Il viso di Amber si incendia sotto il fondotinta. «Ti ha chiamata mamma?»
«No…».
«Mamma!». Olive strilla allegramente. O mio Dio. Ti prego, smettila, piccolina.
Amber getta la borsa sul tavolino, il volto contorto in una maschera di rabbia che quasi sicuramente le farà venire le rughe.
«Dici forse a Olive che sei sua madre?»
«No!», esclamo. «Le dico che sono Millie. Millie. Sono sicura che si confonde, soprattutto perché sono io quella che…».

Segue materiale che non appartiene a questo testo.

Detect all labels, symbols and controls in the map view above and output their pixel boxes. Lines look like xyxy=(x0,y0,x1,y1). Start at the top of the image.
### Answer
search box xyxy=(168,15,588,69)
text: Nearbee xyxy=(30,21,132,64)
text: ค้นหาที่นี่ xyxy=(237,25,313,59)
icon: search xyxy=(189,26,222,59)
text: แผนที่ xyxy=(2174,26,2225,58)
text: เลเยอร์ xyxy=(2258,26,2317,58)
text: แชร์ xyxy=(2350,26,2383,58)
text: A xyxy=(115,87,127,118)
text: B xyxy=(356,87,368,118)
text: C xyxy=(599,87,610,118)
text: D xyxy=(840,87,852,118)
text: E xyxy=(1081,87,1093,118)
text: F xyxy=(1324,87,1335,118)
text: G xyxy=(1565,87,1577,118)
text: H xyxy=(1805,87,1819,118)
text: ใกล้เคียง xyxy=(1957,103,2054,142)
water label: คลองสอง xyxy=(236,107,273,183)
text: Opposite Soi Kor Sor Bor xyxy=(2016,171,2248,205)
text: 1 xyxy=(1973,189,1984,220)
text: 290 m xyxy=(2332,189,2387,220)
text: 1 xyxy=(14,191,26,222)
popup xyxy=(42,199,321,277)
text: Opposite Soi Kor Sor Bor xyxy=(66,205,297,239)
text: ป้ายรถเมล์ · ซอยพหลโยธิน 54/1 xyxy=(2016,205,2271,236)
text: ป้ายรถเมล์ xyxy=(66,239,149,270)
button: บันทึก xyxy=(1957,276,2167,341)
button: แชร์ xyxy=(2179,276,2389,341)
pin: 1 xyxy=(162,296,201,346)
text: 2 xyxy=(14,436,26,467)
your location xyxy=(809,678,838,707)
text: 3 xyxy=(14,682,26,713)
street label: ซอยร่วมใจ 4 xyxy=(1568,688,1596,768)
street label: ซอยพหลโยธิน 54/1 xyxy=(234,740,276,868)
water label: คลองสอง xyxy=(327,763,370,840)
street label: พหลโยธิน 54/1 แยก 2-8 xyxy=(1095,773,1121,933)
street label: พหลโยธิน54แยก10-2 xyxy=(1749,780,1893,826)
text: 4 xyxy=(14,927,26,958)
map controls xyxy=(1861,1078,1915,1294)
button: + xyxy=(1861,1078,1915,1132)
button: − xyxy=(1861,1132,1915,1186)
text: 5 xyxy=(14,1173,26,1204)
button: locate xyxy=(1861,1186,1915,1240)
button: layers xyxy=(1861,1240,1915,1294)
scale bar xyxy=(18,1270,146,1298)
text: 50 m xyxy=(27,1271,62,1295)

Spalanca gli occhi. «Quella che sta con lei più di me? È questo che stavi per dire?»
«No! Assolutamente no!».
«Stai forse insinuando che sono una cattiva madre?». Amber fa un passo verso di me e Olive sembra allarmata. «Pensi di essere una madre migliore di me per la mia piccolina?»
«No! Mai..».
«Allora perché le dici che sei sua madre?»
«Ma non glielo dico!». Il mio esorbitante compenso da babysitter sta per andare in fumo. «Lo giuro. Millie. Le dico solo questo. Forse alle sue orecchie suona come “mamma”, perché inizia con la stessa lettera».
Amber prende un respiro profondo, cercando di calmarsi. Poi fa un altro passo verso di me. «Dammi la mia bambina».
«Certamente…».
Ma Olive non ha intenzione di facilitarci le cose. Quando vede la madre dirigersi verso di lei con le braccia tese, si stringe più forte a me. «Mamma!», singhiozza.
«Olive», mormoro. «Non sono la tua mamma. Questa è la tua mamma». Che mi licenzierà se non mi lasci andare.
«Non è giusto!», piagnucola Amber. «L’ho allattata al seno per più di una setti-mana! Non conta niente?»
«Mi dispiace tanto…».
Alla fine, mi strappa Olive dalle braccia, mentre la piccola singhiozza disperata.
«Mamma!», strilla, protendendo le braccine paffute.
«Non è la tua mamma!», la rimprovera Amber. «Sono io la tua mamma. Vuoi vedere le smagliature? Questa donna non è tua madre».
«Mamma!», continua a piagnucolare.
«Millie», la correggo. «Millie».
Ma qual è la differenza? Non ha bisogno di sapere il mio nome. Perché da oggi non mi sarà mai più permesso entrare in questa casa. Oh, sono licenziata. Di sicuro.